Check every line of the material below for the string "pattern", and return the ones that have it.

##########

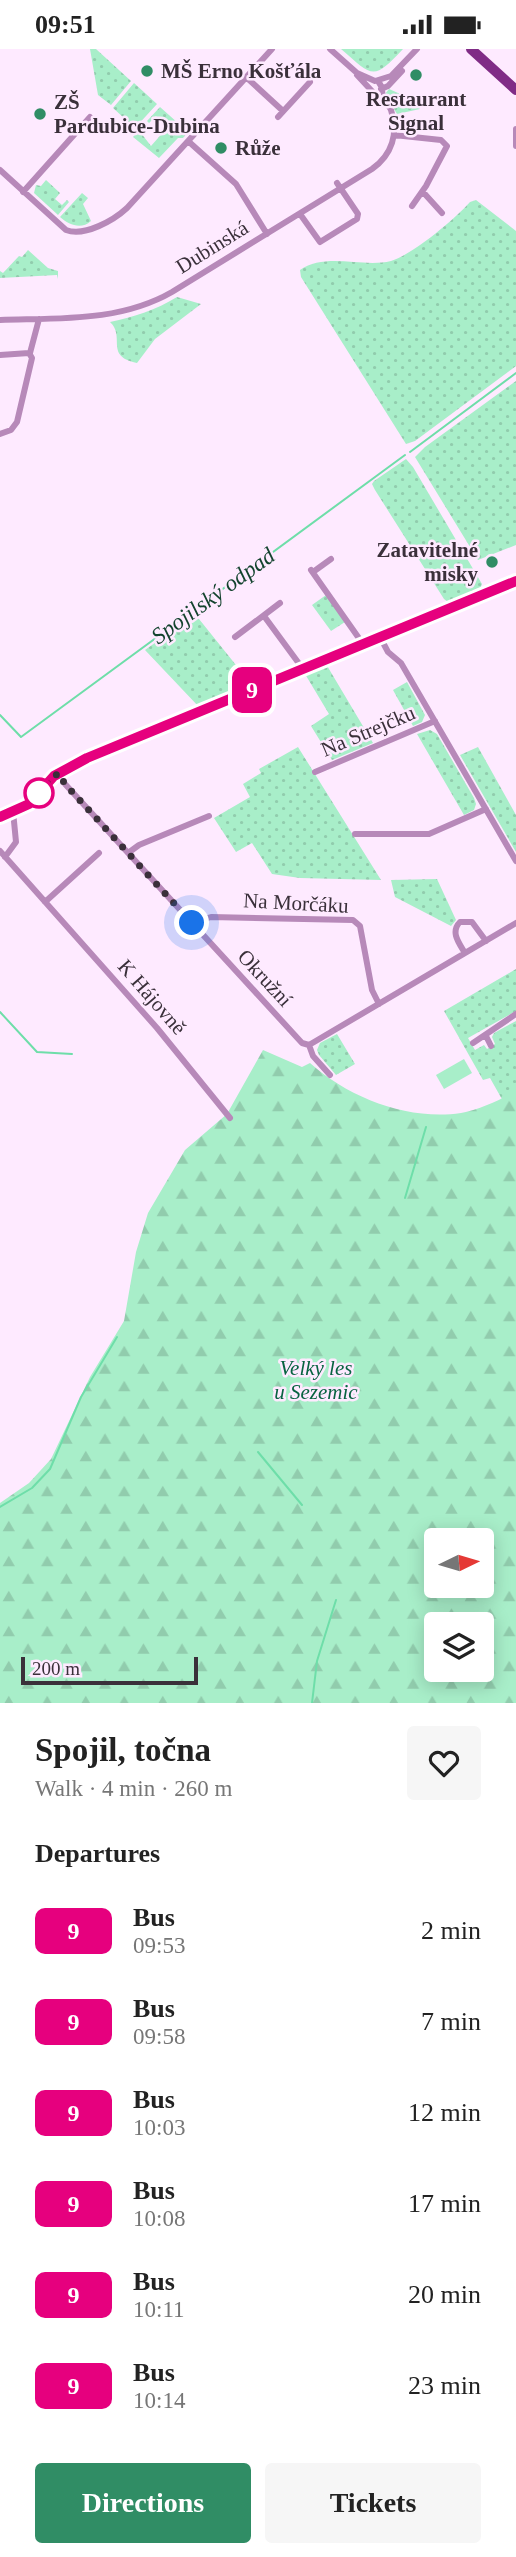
<!DOCTYPE html>
<meta charset="utf-8">
<style>
:root{--surface:#fff;--page:#f6f6f6;--text:#222;--muted:#767676;--accent:#308d65}
body{margin:0;font-family:Georgia,serif;background:var(--page);color:var(--text);height:100vh;display:flex;flex-direction:column;font-size:26px;white-space:nowrap}
*{box-sizing:border-box;margin:0}
p{font-size:23px;color:var(--muted)}
.icon{flex:none;width:38px;height:38px;fill:none;stroke:currentColor;stroke-width:2;stroke-linecap:round;stroke-linejoin:round}
.map{position:relative;height:1654px;overflow:hidden}
.sheet{display:flex;flex-direction:column;background:var(--surface);flex:1}
.sheet>*{flex:none}
.badge{padding:0 14px;border-radius:10px;font-size:24px;line-height:46px}
.needle{width:46px;rotate:85deg}
.buttons{position:absolute;left:424px;top:1479px;display:grid;gap:14px}
.buttons a{display:grid;place-items:center;width:70px;height:70px;border-radius:7px;background:var(--surface);box-shadow:0 4px 18px #0003;font-size:35px}
.scale{position:absolute;left:21px;bottom:18px;width:177px;box-sizing:border-box;padding-left:7px;border:4px solid #3a303a;border-top:0;font-size:19px;line-height:24px;white-space:nowrap;color:#3a303a;-webkit-text-stroke:5px #feeaff;paint-order:stroke}
.you{position:absolute;width:35px;height:35px;margin:-18px;border:5px solid #fff;border-radius:50%;background:#1a73e8;box-shadow:0 0 0 10px #1a73e833}
.map>.badge{position:absolute;translate:-50% -50%;box-shadow:0 0 0 4px #fff}
h2{padding:0 35px;font-size:26px;line-height:63px}
.round{display:grid;place-items:center;flex:none;width:74px;height:74px;border-radius:7px;background:var(--page)}
.overview{display:flex;align-items:center;justify-content:space-between;height:119px;padding:0 35px}
h1{font-size:33px;font-weight:600;line-height:52px}
.cta{display:flex;gap:14px;margin-top:auto;padding:14px 35px}
.cta a{flex:1;height:80px;border-radius:7px;background:var(--accent);color:#fff;font-size:28px;font-weight:600;line-height:80px;text-align:center}
.cta a+a{background:var(--page);color:var(--text)}
ul{padding:0;list-style:none}
li{display:flex;align-items:center;gap:21px;height:91px;padding:0 35px}
li div{flex:1}
li b{display:block;font-size:26px}
li em{font-style:normal}
li .badge{min-width:77px;font-weight:700;text-align:center}
.status{display:flex;justify-content:space-between;align-items:center;height:49px;padding:0 35px;background:var(--surface);direction:ltr}
.status svg{height:19px;fill:currentColor}
.map>svg:first-child{display:block}
</style>
<div class="status"><b>09:51</b><svg viewBox="0 0 49 12"><path d="M0 12V9h3v3zM5 12V6h3v6zM10 12V3h3v9zM15 12V0h3v12zM26 1h20v11H26zM47 4h2v5h-2z"/></svg></div>
<div class="map">
<svg width="516" height="1654" viewBox="0 0 516 1654">
<defs>
<pattern id="grass-dots" width="8" height="8" patternUnits="userSpaceOnUse" patternTransform="scale(1.75)"><rect width="8" height="8" fill="#a8eec9"/><path d="M2 2h.1M6 6h.1" fill="none" stroke="#91ccad" stroke-width="1.8" stroke-linecap="round"/></pattern>
<pattern id="forest-firs" width="22" height="20" patternUnits="userSpaceOnUse" patternTransform="scale(1.75)"><rect width="22" height="20" fill="#a8eec9"/><path d="M5 1l3.5 6h-7zM16 11l3.5 6h-7z" fill="#91ccad"/></pattern>
</defs>
<rect width="100%" height="100%" fill="#feeaff"/>
<path fill="url(#grass-dots)" d="M90 0H96L131 32 111 56 98 46Z
M341 0H403C373 32 373 28 341 0Z
M134 34 157 55 135 79 113 59Z
M389 40 414 51 420 60 397 65 385 45Z
M160 58 188 83 183 89H178L159 109 133 88 142 77 145 79 141 84 151 97 166 80 156 67 149 74 147 72Z
M46 131 60 144 55 150 62 156 67 151 69 153 58 166 34 144 36 136 41 137Z
M82 144 88 149 83 155 91 172C81 181 69 176 60 168Z
M476 151 516 182V317L415 392 406 395 301 228 300 221C326 203 362 219 391 212 412 206 455 170 470 153Z
M28 201 48 219 58 222V230L57 226 0 229V222L3 224 19 207 22 208Z
M177 248 201 255 155 290 137 314C104 307 126 288 110 273 134 268 156 261 177 248Z
M516 332V496L478 511 415 408 425 398Z
M406 410 413 418 482 535 480 540 448 553 444 550 375 441 372 435 374 432Z
M326 546 345 573 331 582 312 556Z
M195 565 252 636 199 658 145 601Z
M326 615 373 694 332 711 311 677 329 665 305 625Z
M407 633 425 666 422 673 413 677 393 641Z
M430 681 437 685 474 749 476 755 474 761 464 766 417 685Z
M298 698 381 831 300 829 272 825 252 794 236 803 214 769 250 748 243 735 261 724 259 720Z
M478 698 516 766V803L460 706Z
M437 830 456 871 451 877 395 848 391 831Z
M516 920V962L468 989 475 1001 484 996 487 1000 495 995 492 988 494 984 516 972V1045L503 1052 490 1029 483 1031 444 962Z
M337 985 355 1015 336 1026 319 1006 317 1001 320 994Z"/>
<path fill="url(#forest-firs)" fill-rule="evenodd" d="M263 1001 302 1018 310 1014C349 1049 409 1072 461 1064 479 1061 500 1051 516 1042V1654H0V1454L29 1434 51 1410 90 1328 124 1272 136 1203 148 1164 185 1101 227 1065ZM436 1491H481V1536H436ZM436 1575H481V1620H436Z"/>
<path fill="#a8eec9" d="M464 1010 472 1024 444 1040 436 1026Z"/>
<g fill="none" stroke-linecap="round" stroke-linejoin="round">
<path stroke="#6edea9" stroke-width="2" d="M410 403 516 324
M0 666 21 688 405 406
M0 963 37 1003 72 1005
M405 1149 426 1078
M258 1403 302 1456
M0 1458 32 1439 50 1420 81 1348 117 1288
M312 1654 317 1612 336 1551"/>
<path stroke="#b789b9" stroke-width="6" d="M330 0 357 24 375 32 391 27 417 0
M357 26 383 54
M246 28 283 62
M381 40 388 37 402 22
M278 68 310 33
M516 80V97
M394 86 441 91 447 97 426 137 412 157
M188 92 236 135 267 185
M0 121 66 181C85 188 114 171 127 159L272 0
M23 143 90 68
M423 143 442 164
M300 165 320 193 357 170 358 165 337 134
M0 271C59 269 120 273 172 243L372 120C392 106 399 84 391 61 389 56 384 53 383 47 381 40 383 38 378 32
M30 304 39 270
M0 306 29 304 32 309 17 373 11 381 0 385
M311 521 363 595
M313 523 331 510
M264 567 303 620
M235 588 280 554
M380 588 388 603 401 614 516 812
M315 723 435 672
M59 725 65 735 302 994 309 996 313 1007 330 1026
M355 785H429L486 760
M0 802 157 979 230 1069
M128 804 139 796 209 767
M5 808 16 793 13 762
M45 853 99 804
M192 874 211 868 353 871 360 877 372 941 379 955
M465 904C459 894 450 883 460 873H472L486 892
M486 987 491 997
M473 994 516 965
M309 996 516 874"/>
<path stroke="#98559c" stroke-width="10" d="M0 768 25 757 54 727 87 709 516 532"/>
<path stroke="#802c86" stroke-width="10" d="M471 0 516 41"/>
</g>
<g fill="none" stroke-linecap="round" stroke-linejoin="round">
<g stroke="#fff" stroke-width="16">
<path id="line" d="M0 768 29 755 54 727 87 709 516 532"/>
</g>
<use href="#line" stroke="#e6007e" stroke-width="10"/>
<path stroke="#3a303a" stroke-width="7" stroke-dasharray="0 12.6" d="M39 744 58 724 65 735 192 874"/>
</g>
<g fill="#308d65" stroke="#feeaff" stroke-width="2.5">
<circle cx="147" cy="22" r="7"/>
<circle cx="416" cy="26" r="7"/>
<circle cx="40" cy="65" r="7"/>
<circle cx="221" cy="99" r="7"/>
<circle cx="492" cy="513" r="7"/>
</g>
<circle fill="#fff" stroke="#e6007e" stroke-width="3.5" cx="39" cy="744" r="14"/>
<g text-anchor="middle" dominant-baseline="central" stroke-width="5" stroke-linejoin="round" paint-order="stroke">
<g font-size="21" font-weight="bold" fill="#3a303a" stroke="#feeaff" text-anchor="start">
<text x="161" y="22">MŠ Erno Košťála</text>
<text x="416" y="50" text-anchor="middle">Restaurant<tspan x="416" dy="24">Signal</tspan></text>
<text x="54" y="53">ZŠ<tspan x="54" dy="24">Pardubice-Dubina</tspan></text>
<text x="235" y="99">Růže</text>
<text x="478" y="501" text-anchor="end">Zatavitelné<tspan x="478" dy="24">misky</tspan></text>
</g>
<g font-size="21" fill="#3a303a" stroke="#feeaff">
<text transform="translate(212 198) rotate(-32)">Dubinská</text>
<text transform="translate(368 682) rotate(-23)">Na Strejčku</text>
<text transform="translate(296 854) rotate(3)">Na Morčáku</text>
<text transform="translate(265 929) rotate(47)">Okružní</text>
<text transform="translate(152 948) rotate(49)">K Hájovně</text>
</g>
<g font-size="21" font-style="italic" fill="#086341" stroke="#feeaff">
<text x="316" y="1319">Velký les<tspan x="316" dy="24">u Sezemic</tspan></text>
</g>
<g font-size="23" font-style="italic" fill="#13432e" stroke="#feeaff">
<text transform="translate(213 547) rotate(-36)">Spojilský odpad</text>
</g>
</g>
</svg>
<div class="buttons">
<a><svg class="needle" viewBox="-14 -14 28 28"><path d="M0-13l5 13h-10z" fill="#e53935"/><path d="M0 13l5-13h-10z" fill="#767676"/></svg></a>
<a><svg class="icon" aria-label="layers" viewBox="0 0 24 24"><path d="M12 4l9 5-9 5-9-5zM3 14l9 5 9-5"/></svg></a>
</div>
<div class="scale">200 m</div>
<div class="you" style="left:192px;top:874px"></div>
<b class="badge" style="left:252px;top:641px;background:#e6007e;color:#fff">9</b>
</div>
<section class="sheet">
<div class="overview"><div><h1>Spojil, točna</h1><p>Walk · 4 min · 260 m</p></div><a class="round"><svg class="icon" aria-label="heart" viewBox="0 0 24 24"><path d="M12 20l-8-8c-3-5 5-10 8-4 3-6 11-1 8 4z"/></svg></a></div>
<h2>Departures</h2>
<ul>
<li><span class="badge" style="background:#e6007e;color:#fff">9</span><div><b>Bus</b><p>09:53</p></div><em>2 min</em></li>
<li><span class="badge" style="background:#e6007e;color:#fff">9</span><div><b>Bus</b><p>09:58</p></div><em>7 min</em></li>
<li><span class="badge" style="background:#e6007e;color:#fff">9</span><div><b>Bus</b><p>10:03</p></div><em>12 min</em></li>
<li><span class="badge" style="background:#e6007e;color:#fff">9</span><div><b>Bus</b><p>10:08</p></div><em>17 min</em></li>
<li><span class="badge" style="background:#e6007e;color:#fff">9</span><div><b>Bus</b><p>10:11</p></div><em>20 min</em></li>
<li><span class="badge" style="background:#e6007e;color:#fff">9</span><div><b>Bus</b><p>10:14</p></div><em>23 min</em></li>
</ul>
<div class="cta"><a>Directions</a><a>Tickets</a></div>
</section>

##########

• [ANSWER FOR THIS EXERCISE]
<pattern id="grass-dots" width="8" height="8" patternUnits="userSpaceOnUse" patternTransform="scale(1.75)"><rect width="8" height="8" fill="#a8eec9"/><path d="M2 2h.1M6 6h.1" fill="none" stroke="#91ccad" stroke-width="1.8" stroke-linecap="round"/></pattern>
<pattern id="forest-firs" width="22" height="20" patternUnits="userSpaceOnUse" patternTransform="scale(1.75)"><rect width="22" height="20" fill="#a8eec9"/><path d="M5 1l3.5 6h-7zM16 11l3.5 6h-7z" fill="#91ccad"/></pattern>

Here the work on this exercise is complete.